Probability Estimation with SVM - NISHIO Hirokazu's Scrapbox (Auto-translated from Japanese)

Probability Estimation with SVM

SVM is a binary classification algorithm that identifies whether the computed value f(x) is positive or negative.

It is not essentially a stochastic model. However, LIBSVM and sklearn implement stochastic inference. How does this work?

A Note on Platt’s Probabilistic Outputs for Support Vector Machines

Platt(2000)

https://gyazo.com/2d12317f6e5d60ce9fe55a6ac142962a

The story is that there are often applications where people want to know the probability of a label rather than predict it, so Platt suggested that it would be a good idea to approximate it with a sigmoid.

A, B are parameters, obtained by maximizing log-likelihood

In other words, it is equivalent to "learning logistic regression with the SVM output values as explanatory variables, rather than putting them into sign.

5-fold cross-validation

(Train SVM on 4/5 of the data, find f(x) for the remaining 1/5, and learn the relationship between f(x) and the correct answer using logistic regression).
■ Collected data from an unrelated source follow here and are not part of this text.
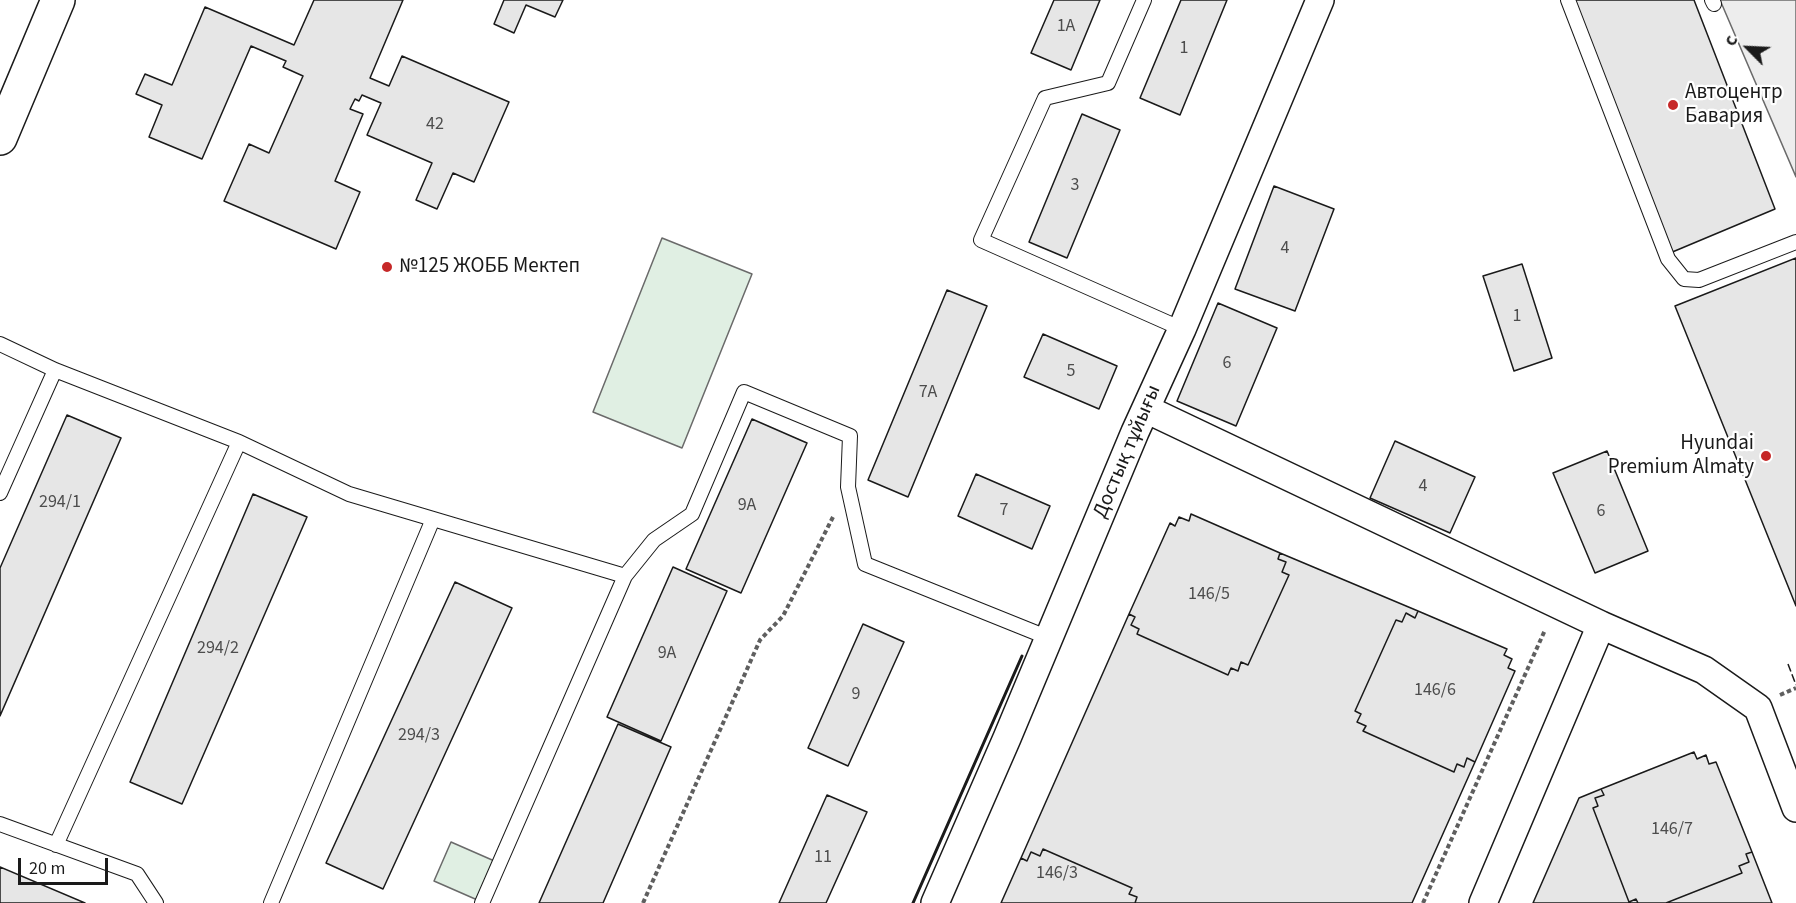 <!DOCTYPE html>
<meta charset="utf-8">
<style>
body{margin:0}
#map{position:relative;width:1796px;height:903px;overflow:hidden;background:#fff;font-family:"Source Sans 3",sans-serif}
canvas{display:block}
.north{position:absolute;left:1718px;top:18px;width:60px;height:60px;-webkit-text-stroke:4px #fff;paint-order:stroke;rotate:294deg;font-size:16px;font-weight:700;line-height:24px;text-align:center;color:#1a1a1a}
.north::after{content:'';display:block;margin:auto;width:21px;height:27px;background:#1a1a1a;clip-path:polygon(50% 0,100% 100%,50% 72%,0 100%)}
.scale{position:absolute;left:18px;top:858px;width:90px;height:27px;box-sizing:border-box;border:3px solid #1a1a1a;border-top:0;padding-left:8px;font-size:18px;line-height:21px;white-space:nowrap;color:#1a1a1a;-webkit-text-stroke:4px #fff;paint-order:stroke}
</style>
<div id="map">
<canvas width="1796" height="903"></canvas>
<div class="north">С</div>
<div class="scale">20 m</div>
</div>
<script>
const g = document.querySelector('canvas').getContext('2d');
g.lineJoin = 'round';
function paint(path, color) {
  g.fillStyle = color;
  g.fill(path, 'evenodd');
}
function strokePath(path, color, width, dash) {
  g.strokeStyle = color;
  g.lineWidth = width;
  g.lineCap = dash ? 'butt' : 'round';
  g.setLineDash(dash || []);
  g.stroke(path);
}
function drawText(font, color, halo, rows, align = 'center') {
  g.font = font + ' "Source Sans 3",sans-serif';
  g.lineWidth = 4.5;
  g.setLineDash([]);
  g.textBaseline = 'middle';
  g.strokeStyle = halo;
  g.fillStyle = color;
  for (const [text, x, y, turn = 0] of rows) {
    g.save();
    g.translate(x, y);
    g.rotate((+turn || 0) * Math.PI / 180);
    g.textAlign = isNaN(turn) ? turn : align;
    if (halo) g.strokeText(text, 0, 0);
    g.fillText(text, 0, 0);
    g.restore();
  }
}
const green = new Path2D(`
 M 662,238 L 752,274 L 682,448 L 593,412 Z
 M 451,842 L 499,863 L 482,902 L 434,881 Z`);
paint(green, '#e0efe3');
strokePath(green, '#6a6a6a', 1.5);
const parking = new Path2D(`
 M 1720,0 L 1796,0 L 1796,177 Z`);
paint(parking, '#ededed');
strokePath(parking, '#6a6a6a', 1.5);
const building = new Path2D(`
 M 314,0 L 403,0 L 370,78 L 389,86 L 402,56 L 509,102 L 474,182 L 453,173 L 437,209 L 416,200 L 432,163 L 367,135 L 381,103 L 362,95 L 359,101 L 355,99 L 350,109 L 363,114 L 335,181 L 360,192 L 336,249 L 224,201 L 249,144 L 269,153 L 303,76 L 283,67 L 286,61 L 251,46 L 202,159 L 149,137 L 162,105 L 136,94 L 145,74 L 172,85 L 205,7 L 294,45 Z
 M 504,0 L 563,0 L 555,17 L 526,5 L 514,33 L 494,24 Z
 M 1054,0 L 1100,0 L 1071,70 L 1031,53 Z
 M 1181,0 L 1227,0 L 1180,115 L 1140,98 Z
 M 1571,0 L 1694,0 L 1775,209 L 1670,253 Z
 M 1082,114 L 1120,130 L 1067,258 L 1029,242 Z
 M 1274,186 L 1334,209 L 1295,311 L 1235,289 Z
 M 1796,258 L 1796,606 L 1675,306 Z
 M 1522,264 L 1552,358 L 1514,371 L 1483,276 Z
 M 947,290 L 987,306 L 908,497 L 868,480 Z
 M 1218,303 L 1277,328 L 1236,426 L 1177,401 Z
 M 1043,334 L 1117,366 L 1099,409 L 1024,377 Z
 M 67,415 L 121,438 L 0,716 L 0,568 Z
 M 752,419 L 807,443 L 741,593 L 686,569 Z
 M 1395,441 L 1475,477 L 1450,533 L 1370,498 Z
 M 1607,451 L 1648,551 L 1595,573 L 1553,473 Z
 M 976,474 L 1050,506 L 1032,549 L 958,516 Z
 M 253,494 L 307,517 L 182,804 L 130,782 Z
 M 1191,514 L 1280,553 L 1278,559 L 1286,562 L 1282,572 L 1289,575 L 1248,665 L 1241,662 L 1238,671 L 1231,668 L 1228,675 L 1137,634 L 1139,629 L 1131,625 L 1135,617 L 1129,614 L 1170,523 L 1175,526 L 1179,517 L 1189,521 Z
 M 1280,553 L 1418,611 L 1415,618 L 1406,613 L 1402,622 L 1396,620 L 1355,711 L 1361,714 L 1357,722 L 1366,726 L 1363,731 L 1454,772 L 1457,764 L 1464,767 L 1467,758 L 1475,762 L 1412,903 L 1135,903 L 1137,897 L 1129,894 L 1132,888 L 1043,849 L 1040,856 L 1031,852 L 1027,861 L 1021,858 L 1129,614 L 1135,617 L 1131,625 L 1139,629 L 1137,634 L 1228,675 L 1231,668 L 1238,671 L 1241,662 L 1248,665 L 1289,575 L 1282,572 L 1286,562 L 1278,559 Z
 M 673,567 L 727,591 L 661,741 L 607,717 Z
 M 455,582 L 512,608 L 383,889 L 326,863 Z
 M 1418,611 L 1507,649 L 1504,655 L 1512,659 L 1508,668 L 1515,671 L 1475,762 L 1467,758 L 1464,767 L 1457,764 L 1454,772 L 1363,731 L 1366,726 L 1357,722 L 1361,714 L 1355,711 L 1396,620 L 1402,622 L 1406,613 L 1415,618 Z
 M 863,624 L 904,642 L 848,766 L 808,748 Z
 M 618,724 L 671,747 L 603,903 L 539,903 Z
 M 1694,752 L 1697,759 L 1706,755 L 1709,764 L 1716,762 L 1752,852 L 1746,854 L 1749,862 L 1739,866 L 1742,873 L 1666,903 L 1638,903 L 1636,899 L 1629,902 L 1593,808 L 1598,806 L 1595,798 L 1604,795 L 1601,789 Z
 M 1601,789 L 1604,795 L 1595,798 L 1598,806 L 1593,808 L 1629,902 L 1636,899 L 1638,903 L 1533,903 L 1579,798 Z
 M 827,795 L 867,812 L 826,903 L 779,903 Z
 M 1043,849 L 1132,888 L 1129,894 L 1137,897 L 1135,903 L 1001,903 L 1021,858 L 1027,861 L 1031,852 L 1040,856 Z
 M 1752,852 L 1772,903 L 1666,903 L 1742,873 L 1739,866 L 1749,862 L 1746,854 Z
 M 0,867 L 85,903 L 0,903 Z`);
paint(building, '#e6e6e6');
strokePath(building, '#1a1a1a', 1.5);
const lane = new Path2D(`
 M 1144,0 L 1108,83 L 1045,98 L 981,240 L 1182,329
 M 1568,0 L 1668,259 L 1684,279 L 1699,280 L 1796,242
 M 1712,0 L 1714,4
 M 0,344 L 55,370 L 239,442 L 349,494 L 625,576 L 482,903
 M 0,493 L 55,370
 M 625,576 L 654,540 L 692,514 L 744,392 L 850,436 L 848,487 L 865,564 L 1049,638
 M 0,824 L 137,874 L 156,903
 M 56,845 L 239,442
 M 271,903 L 433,519`);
const street = new Path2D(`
 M 1146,409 L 1601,625 L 1704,670 L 1758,708 L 1796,808
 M 935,903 L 1007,738 L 1135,432 L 1182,329 L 1320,0
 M 1483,903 L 1601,625`);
const secondary = new Path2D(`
 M 0,138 L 58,0`);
strokePath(lane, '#1a1a1a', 16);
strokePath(street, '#1a1a1a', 30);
strokePath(secondary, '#1a1a1a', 36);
strokePath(new Path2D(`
 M 1780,695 L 1796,688
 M 643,903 L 760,640 L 783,616 L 833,517
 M 1423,903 L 1545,630`), '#5f5f5f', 4, [4.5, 3]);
strokePath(lane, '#fff', 14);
strokePath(street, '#fff', 27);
strokePath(secondary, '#fff', 33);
strokePath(new Path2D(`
 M 1788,664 L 1796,685`), '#1a1a1a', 1.5, [8, 3]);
strokePath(new Path2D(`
 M 913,903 L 1022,656`), '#1a1a1a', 3);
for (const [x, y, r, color] of [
 [1673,105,6,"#c62828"],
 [387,267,6,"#c62828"],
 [1766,456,6,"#c62828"]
]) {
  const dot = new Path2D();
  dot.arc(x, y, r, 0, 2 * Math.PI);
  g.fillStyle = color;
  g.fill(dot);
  strokePath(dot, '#fff', 2);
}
drawText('18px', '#4d4d4d', null, [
 ["1А",1066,27],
 ["1",1184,49],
 ["42",435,125],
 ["3",1075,186],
 ["4",1285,249],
 ["1",1517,317],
 ["6",1227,364],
 ["5",1071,372],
 ["7А",928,393],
 ["4",1423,487],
 ["294/1",60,503],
 ["9А",747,506],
 ["7",1004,511],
 ["6",1601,512],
 ["146/5",1209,595],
 ["294/2",218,649],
 ["9А",667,654],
 ["146/6",1435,691],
 ["9",856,695],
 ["294/3",419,736],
 ["146/7",1672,830],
 ["11",823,858],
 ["146/3",1057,874]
]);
drawText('21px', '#1a1a1a', '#fff', [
 ["Автоцентр",1685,93],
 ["Бавария",1685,117],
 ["№125 ЖОББ Мектеп",399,267],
 ["Hyundai",1754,444,"right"],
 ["Premium Almaty",1754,468,"right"]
], 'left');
drawText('21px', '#1a1a1a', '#fff', [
 ["Достық тұйығы",1128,452,-67]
]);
</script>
In cases such as when the SVM cleanly separates the two, the logistic regression is naturally a step function

So I'm applying smoothing, etc.

Notes on using predict_proba in Scikit-Learn

Understand that "the algorithm that does not return probability values has logistic regression layered on top of it to make it return probability values."

Since SVM is trained 5 times on 4/5 data, well, it takes roughly 4-5 times longer.

Making the SVM return probability values does not increase the accuracy of the SVM's identification. That is not the purpose of the mechanism.

If the parameters are properly chosen, they will be of similar accuracy.

#Machine Learning

---

This page is auto-translated from /nishio/SVMで確率推定. If you looks something interesting but the auto-translated English is not good enough to understand it, feel free to let me know at @nishio_en. I'm very happy to spread my thought to non-Japanese readers.